> [DATA FOR THIS TASK]

════════════════

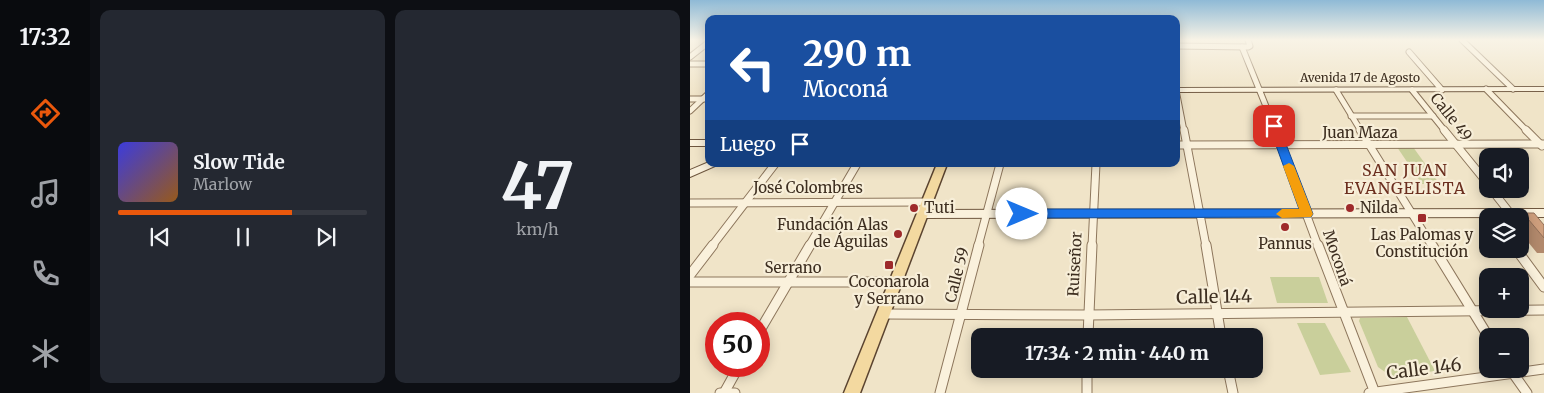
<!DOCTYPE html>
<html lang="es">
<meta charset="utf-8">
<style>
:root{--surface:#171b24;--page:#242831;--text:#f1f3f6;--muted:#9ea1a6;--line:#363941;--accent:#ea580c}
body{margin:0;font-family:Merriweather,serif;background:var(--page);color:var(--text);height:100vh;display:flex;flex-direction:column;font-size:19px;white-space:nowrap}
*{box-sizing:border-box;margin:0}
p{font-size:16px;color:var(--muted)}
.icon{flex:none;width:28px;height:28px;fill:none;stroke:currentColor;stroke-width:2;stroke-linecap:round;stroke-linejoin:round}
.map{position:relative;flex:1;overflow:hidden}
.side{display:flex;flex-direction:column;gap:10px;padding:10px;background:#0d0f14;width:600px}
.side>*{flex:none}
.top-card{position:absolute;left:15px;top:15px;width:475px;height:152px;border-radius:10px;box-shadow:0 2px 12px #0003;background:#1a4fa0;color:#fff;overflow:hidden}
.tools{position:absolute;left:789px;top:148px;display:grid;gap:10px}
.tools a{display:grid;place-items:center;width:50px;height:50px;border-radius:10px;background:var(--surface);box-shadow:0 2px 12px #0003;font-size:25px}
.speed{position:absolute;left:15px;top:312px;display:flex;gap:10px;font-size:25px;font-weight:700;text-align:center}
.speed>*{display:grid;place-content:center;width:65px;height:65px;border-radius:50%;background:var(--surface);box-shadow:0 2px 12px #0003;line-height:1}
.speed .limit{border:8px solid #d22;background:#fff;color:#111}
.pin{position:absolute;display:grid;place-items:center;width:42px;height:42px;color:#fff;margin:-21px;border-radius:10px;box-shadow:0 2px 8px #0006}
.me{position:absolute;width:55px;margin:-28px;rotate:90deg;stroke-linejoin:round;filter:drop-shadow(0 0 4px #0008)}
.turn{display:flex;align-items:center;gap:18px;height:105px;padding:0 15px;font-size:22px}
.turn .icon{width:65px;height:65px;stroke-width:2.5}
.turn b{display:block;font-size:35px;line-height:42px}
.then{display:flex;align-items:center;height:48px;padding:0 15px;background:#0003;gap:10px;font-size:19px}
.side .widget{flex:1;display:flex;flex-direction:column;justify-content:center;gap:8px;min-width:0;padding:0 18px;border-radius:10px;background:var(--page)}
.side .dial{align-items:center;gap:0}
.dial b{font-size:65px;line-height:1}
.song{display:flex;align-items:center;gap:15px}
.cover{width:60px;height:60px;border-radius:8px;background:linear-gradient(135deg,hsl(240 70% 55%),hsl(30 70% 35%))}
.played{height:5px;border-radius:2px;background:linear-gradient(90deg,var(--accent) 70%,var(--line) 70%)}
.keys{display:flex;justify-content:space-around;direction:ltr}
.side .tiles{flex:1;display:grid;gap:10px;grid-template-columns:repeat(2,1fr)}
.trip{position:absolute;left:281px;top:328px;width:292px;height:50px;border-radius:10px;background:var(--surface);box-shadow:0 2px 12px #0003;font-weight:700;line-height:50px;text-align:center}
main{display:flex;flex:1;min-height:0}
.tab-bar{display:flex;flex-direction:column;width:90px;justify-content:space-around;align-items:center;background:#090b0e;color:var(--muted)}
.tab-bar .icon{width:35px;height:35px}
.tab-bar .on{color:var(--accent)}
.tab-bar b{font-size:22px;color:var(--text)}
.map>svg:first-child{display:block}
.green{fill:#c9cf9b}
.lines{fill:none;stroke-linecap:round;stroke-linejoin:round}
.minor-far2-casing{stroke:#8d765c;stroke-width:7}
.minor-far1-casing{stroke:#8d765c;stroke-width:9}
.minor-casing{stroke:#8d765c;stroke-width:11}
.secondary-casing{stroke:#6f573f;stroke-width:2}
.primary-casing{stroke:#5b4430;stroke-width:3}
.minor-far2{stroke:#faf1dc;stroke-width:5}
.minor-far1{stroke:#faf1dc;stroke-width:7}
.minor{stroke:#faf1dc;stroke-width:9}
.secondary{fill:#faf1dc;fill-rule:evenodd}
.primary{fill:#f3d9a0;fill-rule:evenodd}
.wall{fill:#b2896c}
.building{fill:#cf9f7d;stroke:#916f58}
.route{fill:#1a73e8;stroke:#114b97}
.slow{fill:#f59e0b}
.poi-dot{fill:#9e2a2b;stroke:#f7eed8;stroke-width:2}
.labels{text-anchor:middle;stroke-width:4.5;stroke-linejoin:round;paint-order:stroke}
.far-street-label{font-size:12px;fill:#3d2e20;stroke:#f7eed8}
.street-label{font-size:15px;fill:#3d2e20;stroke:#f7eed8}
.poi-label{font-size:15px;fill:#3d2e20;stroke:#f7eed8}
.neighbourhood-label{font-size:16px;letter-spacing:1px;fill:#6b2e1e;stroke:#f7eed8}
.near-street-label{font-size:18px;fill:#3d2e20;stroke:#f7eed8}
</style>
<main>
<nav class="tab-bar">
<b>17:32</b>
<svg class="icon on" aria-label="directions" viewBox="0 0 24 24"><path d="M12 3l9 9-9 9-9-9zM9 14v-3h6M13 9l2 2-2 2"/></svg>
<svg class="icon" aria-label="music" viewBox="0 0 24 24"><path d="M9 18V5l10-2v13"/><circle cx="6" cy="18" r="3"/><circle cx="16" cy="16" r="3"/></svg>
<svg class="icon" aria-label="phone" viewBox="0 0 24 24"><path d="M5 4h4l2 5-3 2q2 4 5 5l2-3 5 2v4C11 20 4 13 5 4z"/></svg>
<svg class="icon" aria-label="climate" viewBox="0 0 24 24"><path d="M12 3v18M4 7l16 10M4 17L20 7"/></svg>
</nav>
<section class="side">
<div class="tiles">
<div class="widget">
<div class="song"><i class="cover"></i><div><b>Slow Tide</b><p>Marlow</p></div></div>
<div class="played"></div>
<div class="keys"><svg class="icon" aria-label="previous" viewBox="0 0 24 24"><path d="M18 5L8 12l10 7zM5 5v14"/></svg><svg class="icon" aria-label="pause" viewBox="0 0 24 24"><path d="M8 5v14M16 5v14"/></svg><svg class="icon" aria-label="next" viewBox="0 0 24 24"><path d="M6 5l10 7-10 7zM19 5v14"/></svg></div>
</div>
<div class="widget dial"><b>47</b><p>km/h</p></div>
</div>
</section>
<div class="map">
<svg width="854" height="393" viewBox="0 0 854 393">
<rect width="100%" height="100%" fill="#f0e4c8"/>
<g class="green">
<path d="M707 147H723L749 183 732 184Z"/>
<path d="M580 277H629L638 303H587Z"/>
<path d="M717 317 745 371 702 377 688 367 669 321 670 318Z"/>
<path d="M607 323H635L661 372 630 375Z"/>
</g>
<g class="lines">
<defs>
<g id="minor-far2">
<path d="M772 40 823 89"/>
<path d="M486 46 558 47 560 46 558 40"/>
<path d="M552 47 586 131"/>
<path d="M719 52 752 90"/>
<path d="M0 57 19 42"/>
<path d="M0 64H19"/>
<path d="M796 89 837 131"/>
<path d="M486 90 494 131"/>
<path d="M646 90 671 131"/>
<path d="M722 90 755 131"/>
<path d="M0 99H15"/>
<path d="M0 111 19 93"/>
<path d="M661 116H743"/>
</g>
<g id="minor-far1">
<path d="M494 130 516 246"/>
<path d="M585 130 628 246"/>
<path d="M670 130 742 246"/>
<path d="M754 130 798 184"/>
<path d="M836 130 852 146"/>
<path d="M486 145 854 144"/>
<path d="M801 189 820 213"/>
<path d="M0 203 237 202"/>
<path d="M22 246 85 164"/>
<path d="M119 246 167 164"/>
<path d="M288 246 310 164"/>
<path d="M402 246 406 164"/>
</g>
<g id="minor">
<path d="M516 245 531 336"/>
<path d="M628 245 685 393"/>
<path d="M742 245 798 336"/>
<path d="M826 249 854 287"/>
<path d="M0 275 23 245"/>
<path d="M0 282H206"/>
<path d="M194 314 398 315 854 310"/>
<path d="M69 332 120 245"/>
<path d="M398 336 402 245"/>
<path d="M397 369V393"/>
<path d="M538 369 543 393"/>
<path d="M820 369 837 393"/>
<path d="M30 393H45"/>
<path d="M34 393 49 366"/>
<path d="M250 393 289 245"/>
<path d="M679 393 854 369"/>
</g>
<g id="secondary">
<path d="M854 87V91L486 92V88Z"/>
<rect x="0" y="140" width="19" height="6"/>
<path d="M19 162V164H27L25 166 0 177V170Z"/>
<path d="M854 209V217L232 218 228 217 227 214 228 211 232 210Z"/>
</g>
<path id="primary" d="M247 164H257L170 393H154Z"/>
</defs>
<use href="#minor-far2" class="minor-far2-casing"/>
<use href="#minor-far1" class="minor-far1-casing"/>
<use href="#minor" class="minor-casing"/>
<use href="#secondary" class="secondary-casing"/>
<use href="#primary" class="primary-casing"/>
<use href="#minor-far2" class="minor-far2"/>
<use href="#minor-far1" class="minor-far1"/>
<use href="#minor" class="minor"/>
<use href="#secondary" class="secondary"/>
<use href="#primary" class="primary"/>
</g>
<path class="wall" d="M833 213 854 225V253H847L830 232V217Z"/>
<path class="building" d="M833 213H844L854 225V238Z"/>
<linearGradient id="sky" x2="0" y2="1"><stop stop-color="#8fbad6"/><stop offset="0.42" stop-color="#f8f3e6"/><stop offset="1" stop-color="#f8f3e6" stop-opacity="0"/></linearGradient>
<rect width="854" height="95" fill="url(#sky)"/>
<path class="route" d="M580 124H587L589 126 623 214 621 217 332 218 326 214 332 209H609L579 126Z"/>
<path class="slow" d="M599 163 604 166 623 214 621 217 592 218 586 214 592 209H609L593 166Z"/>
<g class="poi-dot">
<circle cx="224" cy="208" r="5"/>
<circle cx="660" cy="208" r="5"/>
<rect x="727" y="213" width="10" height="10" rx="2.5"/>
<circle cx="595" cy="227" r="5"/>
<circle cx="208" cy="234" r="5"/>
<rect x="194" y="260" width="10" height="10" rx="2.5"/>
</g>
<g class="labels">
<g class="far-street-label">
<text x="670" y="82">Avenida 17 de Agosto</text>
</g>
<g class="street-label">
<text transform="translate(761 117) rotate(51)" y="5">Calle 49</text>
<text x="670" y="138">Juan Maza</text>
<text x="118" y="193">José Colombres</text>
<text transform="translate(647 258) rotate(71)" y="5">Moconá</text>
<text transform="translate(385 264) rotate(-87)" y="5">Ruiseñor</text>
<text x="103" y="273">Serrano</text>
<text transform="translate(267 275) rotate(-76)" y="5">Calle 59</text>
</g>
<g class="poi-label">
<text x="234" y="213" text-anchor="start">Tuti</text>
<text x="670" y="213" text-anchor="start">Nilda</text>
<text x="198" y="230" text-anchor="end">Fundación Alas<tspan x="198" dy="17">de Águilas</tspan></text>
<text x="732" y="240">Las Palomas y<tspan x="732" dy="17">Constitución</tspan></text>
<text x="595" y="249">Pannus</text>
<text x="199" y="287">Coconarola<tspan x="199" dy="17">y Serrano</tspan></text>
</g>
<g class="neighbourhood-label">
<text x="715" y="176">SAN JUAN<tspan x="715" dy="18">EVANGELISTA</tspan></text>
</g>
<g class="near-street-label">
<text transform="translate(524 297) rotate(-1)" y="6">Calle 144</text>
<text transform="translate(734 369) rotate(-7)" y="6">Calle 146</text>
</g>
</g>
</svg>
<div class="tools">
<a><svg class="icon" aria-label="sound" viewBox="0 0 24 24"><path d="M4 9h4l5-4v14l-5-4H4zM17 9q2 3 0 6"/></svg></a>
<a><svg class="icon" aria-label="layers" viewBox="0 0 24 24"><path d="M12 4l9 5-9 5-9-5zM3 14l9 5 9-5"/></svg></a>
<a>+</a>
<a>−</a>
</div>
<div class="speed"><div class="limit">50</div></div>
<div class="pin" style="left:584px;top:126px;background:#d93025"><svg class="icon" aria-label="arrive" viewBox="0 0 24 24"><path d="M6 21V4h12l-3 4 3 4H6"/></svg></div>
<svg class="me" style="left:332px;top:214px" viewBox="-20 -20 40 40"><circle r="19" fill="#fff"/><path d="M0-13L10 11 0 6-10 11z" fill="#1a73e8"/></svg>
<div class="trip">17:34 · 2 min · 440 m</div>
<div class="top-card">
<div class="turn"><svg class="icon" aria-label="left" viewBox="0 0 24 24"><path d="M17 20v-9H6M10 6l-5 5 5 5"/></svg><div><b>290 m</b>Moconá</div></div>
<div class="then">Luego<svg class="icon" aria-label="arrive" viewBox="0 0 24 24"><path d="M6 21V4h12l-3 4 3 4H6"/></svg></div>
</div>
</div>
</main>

════════════════

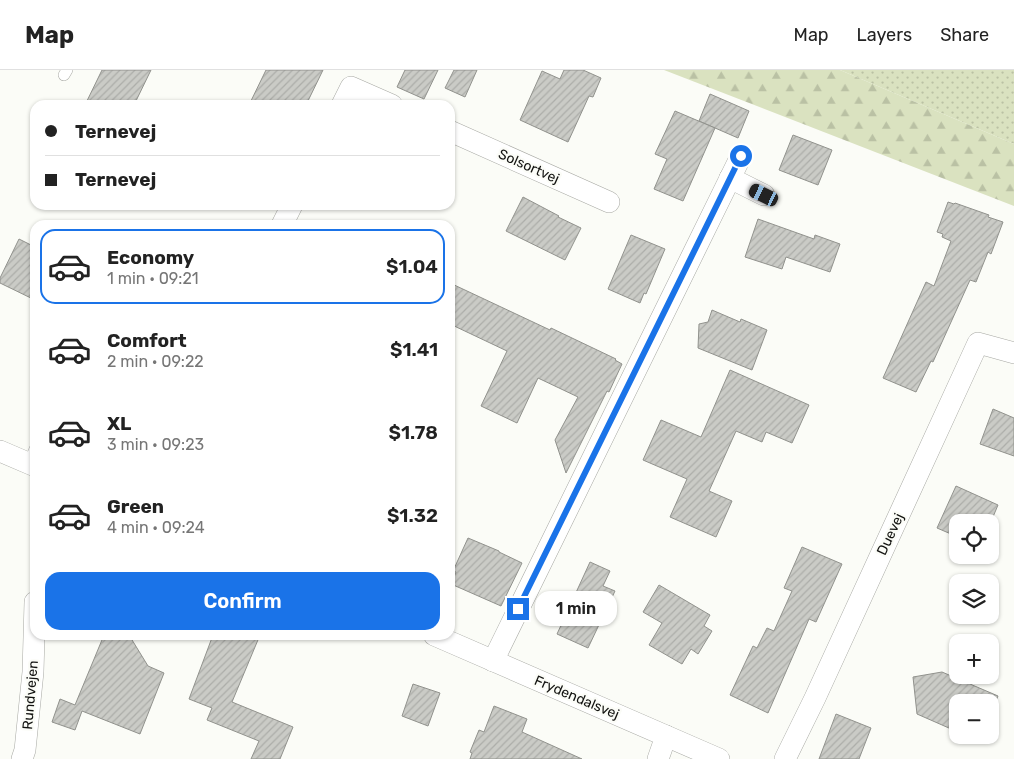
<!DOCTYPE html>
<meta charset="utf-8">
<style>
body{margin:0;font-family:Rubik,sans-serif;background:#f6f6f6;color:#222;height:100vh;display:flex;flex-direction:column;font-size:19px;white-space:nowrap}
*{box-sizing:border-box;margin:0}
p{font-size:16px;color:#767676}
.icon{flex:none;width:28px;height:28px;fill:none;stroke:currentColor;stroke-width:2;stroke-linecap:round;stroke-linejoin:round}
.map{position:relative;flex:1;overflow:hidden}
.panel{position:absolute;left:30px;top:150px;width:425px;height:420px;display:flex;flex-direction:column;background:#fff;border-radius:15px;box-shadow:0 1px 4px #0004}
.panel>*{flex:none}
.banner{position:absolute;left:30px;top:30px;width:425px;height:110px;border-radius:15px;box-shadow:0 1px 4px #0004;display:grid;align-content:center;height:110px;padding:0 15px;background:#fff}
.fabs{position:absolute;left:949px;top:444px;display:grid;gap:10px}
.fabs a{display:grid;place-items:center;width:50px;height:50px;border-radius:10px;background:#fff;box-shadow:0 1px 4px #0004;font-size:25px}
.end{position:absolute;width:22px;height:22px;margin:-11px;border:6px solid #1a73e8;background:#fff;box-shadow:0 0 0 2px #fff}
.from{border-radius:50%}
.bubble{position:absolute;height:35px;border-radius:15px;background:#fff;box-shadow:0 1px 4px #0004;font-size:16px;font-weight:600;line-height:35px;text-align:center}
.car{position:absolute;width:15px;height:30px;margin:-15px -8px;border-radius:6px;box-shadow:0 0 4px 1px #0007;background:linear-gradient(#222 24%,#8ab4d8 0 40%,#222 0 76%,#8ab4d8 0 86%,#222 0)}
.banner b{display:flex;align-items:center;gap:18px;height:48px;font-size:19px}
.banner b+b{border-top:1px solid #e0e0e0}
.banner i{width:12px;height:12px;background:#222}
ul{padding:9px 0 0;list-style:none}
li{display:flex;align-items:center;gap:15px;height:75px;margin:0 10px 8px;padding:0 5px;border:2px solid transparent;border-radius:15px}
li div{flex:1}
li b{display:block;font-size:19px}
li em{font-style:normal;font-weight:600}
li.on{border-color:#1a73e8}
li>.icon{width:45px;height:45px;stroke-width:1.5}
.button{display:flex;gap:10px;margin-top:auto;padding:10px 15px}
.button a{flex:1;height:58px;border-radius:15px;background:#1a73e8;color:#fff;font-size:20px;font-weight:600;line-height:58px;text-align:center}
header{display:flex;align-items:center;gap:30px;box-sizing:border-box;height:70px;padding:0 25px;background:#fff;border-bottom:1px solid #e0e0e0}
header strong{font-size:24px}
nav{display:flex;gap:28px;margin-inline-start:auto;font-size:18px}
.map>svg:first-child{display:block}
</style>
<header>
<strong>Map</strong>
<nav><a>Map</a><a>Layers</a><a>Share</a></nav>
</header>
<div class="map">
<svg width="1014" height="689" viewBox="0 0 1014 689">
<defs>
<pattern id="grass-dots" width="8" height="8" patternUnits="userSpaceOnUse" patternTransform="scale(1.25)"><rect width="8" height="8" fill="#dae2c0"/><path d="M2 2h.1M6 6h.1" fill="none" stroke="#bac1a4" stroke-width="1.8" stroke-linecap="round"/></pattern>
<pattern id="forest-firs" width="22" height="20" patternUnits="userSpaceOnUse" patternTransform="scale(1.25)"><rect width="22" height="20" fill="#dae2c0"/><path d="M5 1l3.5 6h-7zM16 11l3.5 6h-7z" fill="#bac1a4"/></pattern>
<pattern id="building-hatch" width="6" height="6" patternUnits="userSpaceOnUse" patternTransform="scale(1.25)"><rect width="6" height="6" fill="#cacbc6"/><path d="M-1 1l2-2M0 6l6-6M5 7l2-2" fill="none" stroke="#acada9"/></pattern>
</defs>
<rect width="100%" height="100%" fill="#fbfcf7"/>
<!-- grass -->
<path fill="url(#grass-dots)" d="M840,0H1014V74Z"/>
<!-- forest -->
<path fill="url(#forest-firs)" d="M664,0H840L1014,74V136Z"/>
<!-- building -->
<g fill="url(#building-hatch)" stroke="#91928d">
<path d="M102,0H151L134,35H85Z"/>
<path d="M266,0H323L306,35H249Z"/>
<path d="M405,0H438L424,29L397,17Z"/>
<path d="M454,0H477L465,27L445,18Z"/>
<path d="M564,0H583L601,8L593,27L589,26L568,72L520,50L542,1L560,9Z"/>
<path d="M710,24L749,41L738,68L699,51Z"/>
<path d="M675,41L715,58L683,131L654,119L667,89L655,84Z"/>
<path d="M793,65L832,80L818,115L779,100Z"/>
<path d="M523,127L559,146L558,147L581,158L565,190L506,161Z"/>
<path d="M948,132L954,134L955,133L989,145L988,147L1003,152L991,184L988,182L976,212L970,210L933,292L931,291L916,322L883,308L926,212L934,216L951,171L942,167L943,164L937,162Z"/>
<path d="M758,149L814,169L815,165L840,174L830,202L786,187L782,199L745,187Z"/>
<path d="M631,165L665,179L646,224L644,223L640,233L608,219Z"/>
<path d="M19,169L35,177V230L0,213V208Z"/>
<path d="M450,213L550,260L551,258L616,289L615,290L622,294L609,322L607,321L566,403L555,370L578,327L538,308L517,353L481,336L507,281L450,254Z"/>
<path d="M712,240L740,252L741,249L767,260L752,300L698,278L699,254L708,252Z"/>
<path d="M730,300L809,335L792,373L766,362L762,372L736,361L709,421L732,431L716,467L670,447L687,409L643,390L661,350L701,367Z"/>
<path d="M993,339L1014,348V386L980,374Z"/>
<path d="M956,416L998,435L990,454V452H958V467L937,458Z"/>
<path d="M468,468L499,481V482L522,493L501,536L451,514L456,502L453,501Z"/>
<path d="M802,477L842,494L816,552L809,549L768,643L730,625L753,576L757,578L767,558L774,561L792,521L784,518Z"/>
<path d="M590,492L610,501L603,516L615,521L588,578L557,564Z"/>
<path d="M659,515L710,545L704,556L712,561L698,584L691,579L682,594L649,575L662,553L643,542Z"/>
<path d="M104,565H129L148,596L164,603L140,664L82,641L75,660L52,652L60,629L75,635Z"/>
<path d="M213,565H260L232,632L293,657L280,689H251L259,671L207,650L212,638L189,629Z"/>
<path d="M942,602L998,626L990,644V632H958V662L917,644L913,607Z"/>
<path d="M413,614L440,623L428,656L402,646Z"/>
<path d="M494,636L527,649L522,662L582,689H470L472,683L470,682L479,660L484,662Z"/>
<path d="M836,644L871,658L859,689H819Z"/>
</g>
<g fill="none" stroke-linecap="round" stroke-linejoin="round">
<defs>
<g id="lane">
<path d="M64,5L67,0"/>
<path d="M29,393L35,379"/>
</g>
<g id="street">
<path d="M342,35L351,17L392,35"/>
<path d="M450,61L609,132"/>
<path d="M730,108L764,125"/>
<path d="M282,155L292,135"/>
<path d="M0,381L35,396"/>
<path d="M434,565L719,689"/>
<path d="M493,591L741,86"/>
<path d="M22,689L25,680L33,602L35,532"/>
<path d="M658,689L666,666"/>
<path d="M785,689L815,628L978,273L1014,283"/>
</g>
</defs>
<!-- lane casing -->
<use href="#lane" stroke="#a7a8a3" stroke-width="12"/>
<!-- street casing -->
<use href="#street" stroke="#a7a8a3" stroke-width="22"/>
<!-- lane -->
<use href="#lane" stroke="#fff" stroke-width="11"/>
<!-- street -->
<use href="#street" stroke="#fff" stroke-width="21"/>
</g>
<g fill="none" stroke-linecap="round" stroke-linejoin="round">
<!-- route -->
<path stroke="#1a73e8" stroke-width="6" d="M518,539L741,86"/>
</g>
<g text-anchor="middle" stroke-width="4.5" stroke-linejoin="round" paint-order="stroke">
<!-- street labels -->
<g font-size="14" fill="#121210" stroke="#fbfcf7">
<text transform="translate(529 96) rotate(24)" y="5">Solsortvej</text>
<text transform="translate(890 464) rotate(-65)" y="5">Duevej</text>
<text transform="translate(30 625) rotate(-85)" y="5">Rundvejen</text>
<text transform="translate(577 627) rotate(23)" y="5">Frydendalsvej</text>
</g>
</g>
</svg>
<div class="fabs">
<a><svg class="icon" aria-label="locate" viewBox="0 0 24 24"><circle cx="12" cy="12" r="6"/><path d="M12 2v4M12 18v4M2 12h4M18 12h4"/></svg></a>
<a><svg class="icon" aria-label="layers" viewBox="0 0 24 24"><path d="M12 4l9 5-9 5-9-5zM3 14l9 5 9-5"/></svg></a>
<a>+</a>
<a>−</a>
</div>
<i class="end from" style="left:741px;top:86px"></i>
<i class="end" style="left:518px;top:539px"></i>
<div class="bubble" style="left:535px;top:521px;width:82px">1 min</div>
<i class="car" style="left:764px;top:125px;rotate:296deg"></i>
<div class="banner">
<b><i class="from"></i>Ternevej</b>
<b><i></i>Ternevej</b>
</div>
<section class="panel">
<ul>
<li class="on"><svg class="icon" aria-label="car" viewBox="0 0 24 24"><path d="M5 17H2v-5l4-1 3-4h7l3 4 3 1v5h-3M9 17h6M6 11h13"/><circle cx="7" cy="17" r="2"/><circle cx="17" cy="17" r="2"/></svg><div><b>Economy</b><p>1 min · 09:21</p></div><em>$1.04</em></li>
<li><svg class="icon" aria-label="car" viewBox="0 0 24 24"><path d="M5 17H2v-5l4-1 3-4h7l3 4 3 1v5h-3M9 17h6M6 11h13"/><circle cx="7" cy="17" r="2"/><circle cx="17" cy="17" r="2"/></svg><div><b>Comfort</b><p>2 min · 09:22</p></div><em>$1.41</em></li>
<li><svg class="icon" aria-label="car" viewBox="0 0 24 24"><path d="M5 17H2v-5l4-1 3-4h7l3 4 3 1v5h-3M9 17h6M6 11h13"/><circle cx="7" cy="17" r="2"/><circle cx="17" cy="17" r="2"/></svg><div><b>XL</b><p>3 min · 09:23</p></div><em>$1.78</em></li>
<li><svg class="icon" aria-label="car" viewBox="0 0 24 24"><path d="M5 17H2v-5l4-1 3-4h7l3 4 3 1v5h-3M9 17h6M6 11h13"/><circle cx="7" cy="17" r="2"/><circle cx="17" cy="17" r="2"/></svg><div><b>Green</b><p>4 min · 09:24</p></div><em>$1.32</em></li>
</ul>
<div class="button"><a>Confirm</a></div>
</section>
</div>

════════════════

> [WHAT IS REQUIRED] Give a single number: the count of lines above that include the word "bubble".

> [OUTPUT OF THE TASK] 2